[Start of Attachment]
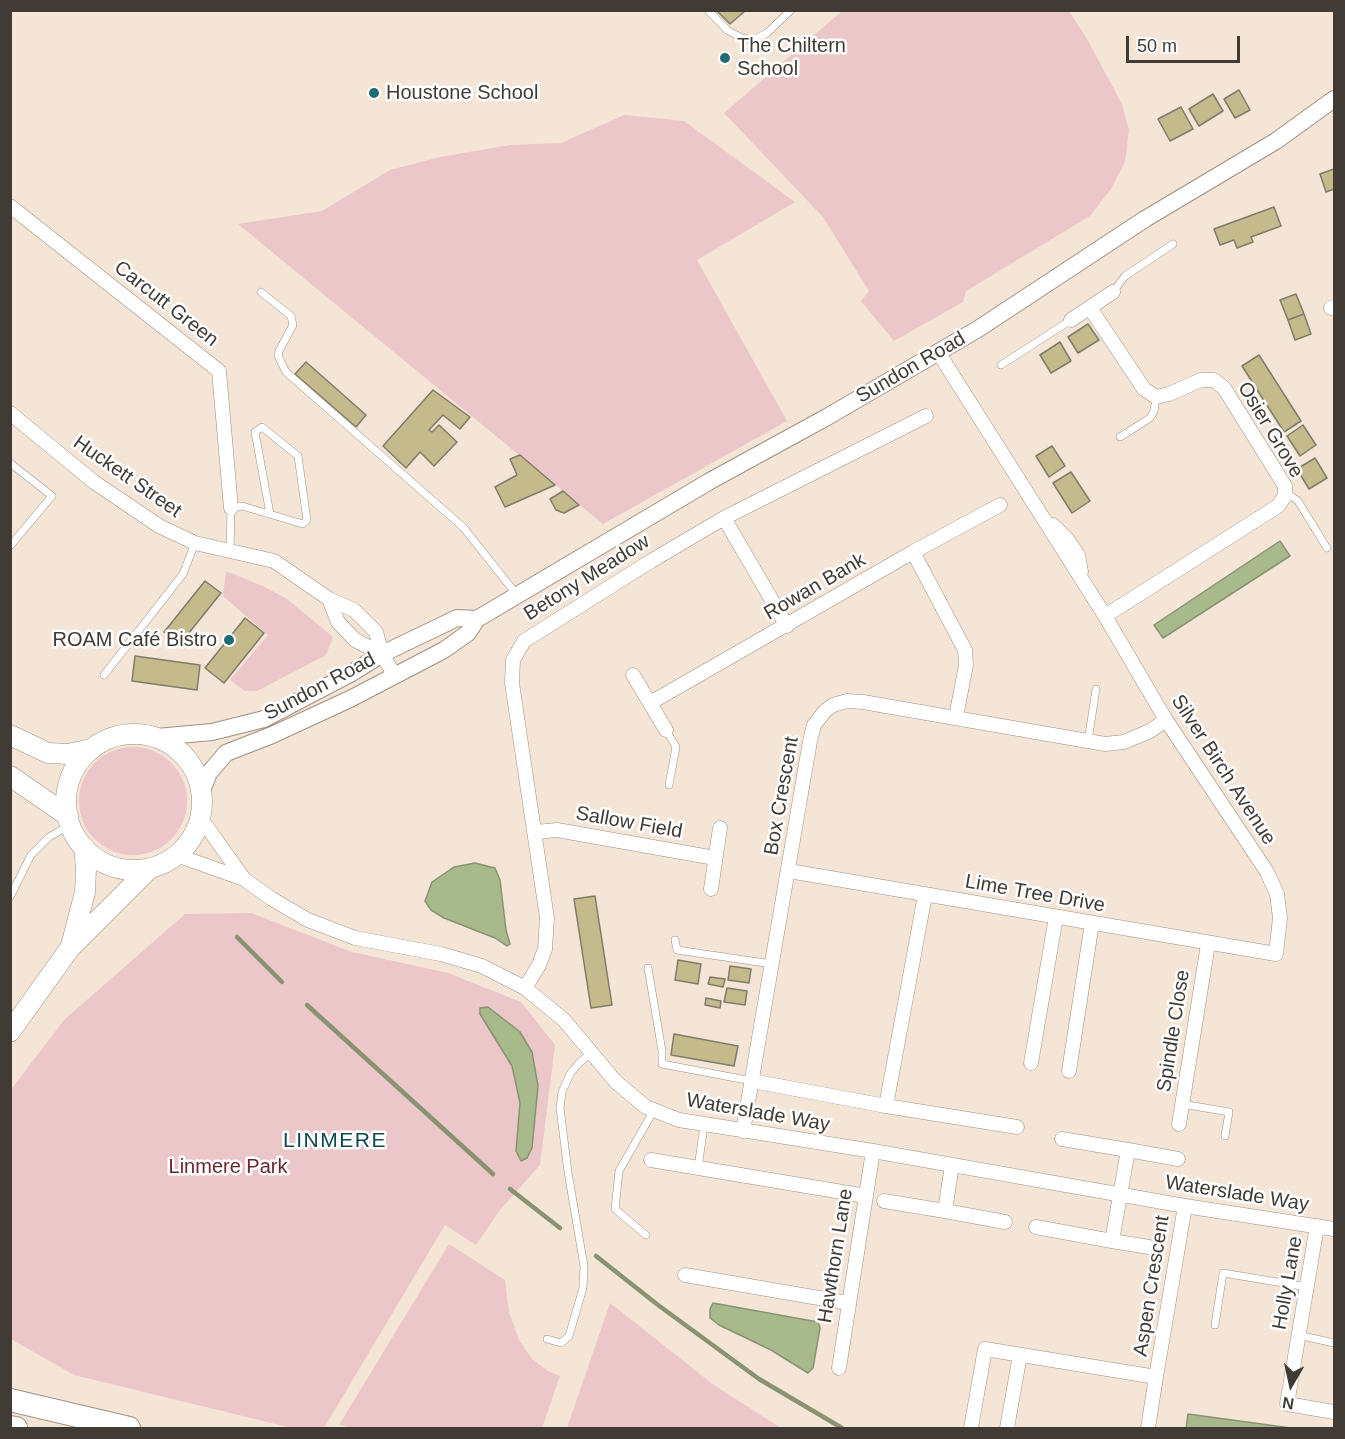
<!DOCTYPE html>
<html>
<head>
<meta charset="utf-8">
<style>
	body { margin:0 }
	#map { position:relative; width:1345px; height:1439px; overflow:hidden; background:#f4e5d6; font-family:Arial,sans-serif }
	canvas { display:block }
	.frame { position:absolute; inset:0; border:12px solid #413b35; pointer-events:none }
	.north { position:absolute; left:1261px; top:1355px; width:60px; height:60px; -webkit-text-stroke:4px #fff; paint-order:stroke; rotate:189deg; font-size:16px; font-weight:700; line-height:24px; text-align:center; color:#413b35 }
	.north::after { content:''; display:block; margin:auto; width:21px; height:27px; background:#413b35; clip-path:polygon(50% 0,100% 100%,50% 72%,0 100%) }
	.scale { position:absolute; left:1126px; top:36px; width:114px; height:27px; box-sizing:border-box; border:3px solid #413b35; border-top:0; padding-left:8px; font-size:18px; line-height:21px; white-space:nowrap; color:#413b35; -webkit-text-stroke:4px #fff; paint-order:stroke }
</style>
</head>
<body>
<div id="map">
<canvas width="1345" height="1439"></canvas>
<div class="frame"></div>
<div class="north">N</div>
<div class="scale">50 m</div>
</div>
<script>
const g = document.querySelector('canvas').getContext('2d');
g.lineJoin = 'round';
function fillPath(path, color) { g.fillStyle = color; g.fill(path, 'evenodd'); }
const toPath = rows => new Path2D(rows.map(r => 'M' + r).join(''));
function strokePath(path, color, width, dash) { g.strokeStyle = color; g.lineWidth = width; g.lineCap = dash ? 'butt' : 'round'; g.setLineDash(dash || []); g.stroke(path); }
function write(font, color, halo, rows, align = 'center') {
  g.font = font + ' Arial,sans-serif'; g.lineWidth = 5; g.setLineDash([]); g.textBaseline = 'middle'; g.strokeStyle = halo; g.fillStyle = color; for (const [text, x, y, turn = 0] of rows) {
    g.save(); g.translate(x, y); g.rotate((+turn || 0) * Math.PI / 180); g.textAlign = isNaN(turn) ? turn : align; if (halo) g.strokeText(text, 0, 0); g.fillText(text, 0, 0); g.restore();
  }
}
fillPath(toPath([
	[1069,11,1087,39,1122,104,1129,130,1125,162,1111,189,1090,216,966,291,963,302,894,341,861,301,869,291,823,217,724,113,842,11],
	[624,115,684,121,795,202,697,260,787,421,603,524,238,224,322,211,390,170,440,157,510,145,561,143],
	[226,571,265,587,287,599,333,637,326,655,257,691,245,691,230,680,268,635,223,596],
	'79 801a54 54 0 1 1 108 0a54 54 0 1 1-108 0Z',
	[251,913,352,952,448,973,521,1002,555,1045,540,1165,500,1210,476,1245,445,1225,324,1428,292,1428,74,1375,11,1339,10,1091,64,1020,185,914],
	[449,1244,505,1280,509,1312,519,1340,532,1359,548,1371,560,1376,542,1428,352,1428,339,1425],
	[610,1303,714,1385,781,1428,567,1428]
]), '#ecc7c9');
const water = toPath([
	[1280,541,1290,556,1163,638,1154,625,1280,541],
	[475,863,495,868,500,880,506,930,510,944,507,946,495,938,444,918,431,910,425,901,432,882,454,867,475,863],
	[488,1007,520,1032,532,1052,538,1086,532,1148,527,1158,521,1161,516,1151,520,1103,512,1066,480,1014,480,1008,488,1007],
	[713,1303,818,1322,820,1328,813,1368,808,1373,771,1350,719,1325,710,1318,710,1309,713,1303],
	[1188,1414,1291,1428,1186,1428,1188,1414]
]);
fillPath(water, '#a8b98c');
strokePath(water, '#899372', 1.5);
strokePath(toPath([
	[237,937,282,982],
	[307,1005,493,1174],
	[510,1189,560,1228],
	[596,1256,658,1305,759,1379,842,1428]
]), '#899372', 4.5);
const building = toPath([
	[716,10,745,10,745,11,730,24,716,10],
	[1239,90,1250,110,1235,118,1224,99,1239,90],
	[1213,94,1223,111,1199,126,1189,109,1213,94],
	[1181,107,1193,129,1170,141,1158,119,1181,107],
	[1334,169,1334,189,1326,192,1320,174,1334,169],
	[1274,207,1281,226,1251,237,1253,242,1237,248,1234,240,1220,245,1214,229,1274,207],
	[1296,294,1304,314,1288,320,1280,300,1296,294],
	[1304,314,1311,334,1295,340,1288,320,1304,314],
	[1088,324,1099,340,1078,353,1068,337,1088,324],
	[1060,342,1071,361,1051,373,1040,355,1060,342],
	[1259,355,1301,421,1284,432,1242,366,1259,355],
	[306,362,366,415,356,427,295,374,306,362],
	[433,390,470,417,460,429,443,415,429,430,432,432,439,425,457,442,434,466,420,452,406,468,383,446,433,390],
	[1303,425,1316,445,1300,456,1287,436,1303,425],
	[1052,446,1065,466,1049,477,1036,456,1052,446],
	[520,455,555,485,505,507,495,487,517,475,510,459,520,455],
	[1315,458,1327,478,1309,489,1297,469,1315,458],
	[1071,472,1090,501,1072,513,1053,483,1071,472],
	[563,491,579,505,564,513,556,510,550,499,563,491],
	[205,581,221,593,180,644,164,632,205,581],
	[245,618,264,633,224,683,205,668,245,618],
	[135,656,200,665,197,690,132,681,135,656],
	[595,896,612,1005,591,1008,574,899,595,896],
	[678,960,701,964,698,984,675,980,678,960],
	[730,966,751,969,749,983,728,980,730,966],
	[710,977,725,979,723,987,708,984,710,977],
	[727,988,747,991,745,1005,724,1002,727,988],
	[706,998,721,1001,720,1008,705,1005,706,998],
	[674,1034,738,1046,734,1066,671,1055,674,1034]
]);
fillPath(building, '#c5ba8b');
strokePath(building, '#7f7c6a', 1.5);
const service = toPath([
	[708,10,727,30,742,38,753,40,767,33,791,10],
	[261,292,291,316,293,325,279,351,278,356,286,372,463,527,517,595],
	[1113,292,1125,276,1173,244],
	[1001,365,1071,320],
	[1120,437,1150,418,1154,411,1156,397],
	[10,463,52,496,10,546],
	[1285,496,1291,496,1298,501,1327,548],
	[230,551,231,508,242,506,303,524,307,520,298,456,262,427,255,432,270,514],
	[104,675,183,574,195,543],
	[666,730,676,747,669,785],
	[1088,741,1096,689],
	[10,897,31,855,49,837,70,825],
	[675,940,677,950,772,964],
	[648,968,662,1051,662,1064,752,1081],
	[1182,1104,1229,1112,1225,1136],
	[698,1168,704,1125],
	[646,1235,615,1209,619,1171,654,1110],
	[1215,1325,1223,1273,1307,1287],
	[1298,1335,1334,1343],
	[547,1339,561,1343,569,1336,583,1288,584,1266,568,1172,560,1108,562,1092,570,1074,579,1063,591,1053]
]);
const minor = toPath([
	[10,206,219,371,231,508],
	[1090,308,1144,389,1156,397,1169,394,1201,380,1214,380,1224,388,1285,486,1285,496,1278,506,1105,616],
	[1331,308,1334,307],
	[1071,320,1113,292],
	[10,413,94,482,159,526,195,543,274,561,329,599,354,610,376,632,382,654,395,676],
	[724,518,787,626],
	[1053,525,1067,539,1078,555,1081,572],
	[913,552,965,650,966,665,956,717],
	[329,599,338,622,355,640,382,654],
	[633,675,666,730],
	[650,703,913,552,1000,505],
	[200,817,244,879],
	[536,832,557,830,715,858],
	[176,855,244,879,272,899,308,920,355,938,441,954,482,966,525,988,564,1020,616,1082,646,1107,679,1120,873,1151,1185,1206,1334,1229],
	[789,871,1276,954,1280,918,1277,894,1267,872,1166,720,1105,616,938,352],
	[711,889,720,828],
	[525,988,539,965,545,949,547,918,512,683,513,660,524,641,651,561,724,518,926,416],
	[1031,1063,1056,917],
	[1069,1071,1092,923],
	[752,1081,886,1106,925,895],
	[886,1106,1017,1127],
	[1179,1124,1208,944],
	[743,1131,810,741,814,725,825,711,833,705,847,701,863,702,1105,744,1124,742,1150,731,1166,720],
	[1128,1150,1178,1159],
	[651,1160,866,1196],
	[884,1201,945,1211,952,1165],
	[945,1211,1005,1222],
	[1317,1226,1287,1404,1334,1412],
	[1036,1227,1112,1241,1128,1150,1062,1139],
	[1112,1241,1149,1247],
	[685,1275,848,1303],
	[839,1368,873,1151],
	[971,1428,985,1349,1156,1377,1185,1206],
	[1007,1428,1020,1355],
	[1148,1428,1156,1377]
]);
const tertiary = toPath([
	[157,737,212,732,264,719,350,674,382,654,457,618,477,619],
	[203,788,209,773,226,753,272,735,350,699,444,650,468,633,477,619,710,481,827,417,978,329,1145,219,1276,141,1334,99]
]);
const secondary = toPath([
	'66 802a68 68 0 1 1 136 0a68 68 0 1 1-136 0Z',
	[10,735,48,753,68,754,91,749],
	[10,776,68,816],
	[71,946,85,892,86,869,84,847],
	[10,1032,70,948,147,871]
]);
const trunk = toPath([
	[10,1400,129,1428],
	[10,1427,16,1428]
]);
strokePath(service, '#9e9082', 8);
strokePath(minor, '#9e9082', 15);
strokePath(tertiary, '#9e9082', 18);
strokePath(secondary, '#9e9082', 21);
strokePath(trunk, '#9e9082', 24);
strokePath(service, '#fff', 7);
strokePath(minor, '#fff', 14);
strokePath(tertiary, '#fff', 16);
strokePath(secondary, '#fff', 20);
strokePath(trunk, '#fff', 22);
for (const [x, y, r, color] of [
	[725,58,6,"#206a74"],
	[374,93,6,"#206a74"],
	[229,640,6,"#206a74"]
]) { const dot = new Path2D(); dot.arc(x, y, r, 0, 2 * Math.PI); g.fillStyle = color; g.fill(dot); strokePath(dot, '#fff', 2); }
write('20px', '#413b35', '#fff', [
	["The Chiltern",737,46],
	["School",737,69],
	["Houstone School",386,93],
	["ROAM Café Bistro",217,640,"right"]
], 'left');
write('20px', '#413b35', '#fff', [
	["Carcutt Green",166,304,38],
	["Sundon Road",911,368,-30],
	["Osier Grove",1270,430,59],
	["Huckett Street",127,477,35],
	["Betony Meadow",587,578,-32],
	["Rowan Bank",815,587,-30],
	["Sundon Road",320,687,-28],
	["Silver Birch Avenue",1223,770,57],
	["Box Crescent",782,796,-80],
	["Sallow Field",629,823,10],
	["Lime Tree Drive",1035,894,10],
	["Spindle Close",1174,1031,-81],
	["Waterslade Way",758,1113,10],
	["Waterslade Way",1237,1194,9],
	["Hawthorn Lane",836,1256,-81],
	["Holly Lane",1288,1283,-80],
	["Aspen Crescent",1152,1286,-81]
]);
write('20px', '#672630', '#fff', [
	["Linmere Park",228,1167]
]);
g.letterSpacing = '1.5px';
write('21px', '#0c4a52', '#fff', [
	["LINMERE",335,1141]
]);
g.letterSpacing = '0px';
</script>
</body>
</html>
[End of Attachment]
◆ **About this task**
Copy out all lines from the records where the word "strokeStyle" appears.

◆ **Exercise output**
function strokePath(path, color, width, dash) { g.strokeStyle = color; g.lineWidth = width; g.lineCap = dash ? 'butt' : 'round'; g.setLineDash(dash || []); g.stroke(path); }
  g.font = font + ' Arial,sans-serif'; g.lineWidth = 5; g.setLineDash([]); g.textBaseline = 'middle'; g.strokeStyle = halo; g.fillStyle = color; for (const [text, x, y, turn = 0] of rows) {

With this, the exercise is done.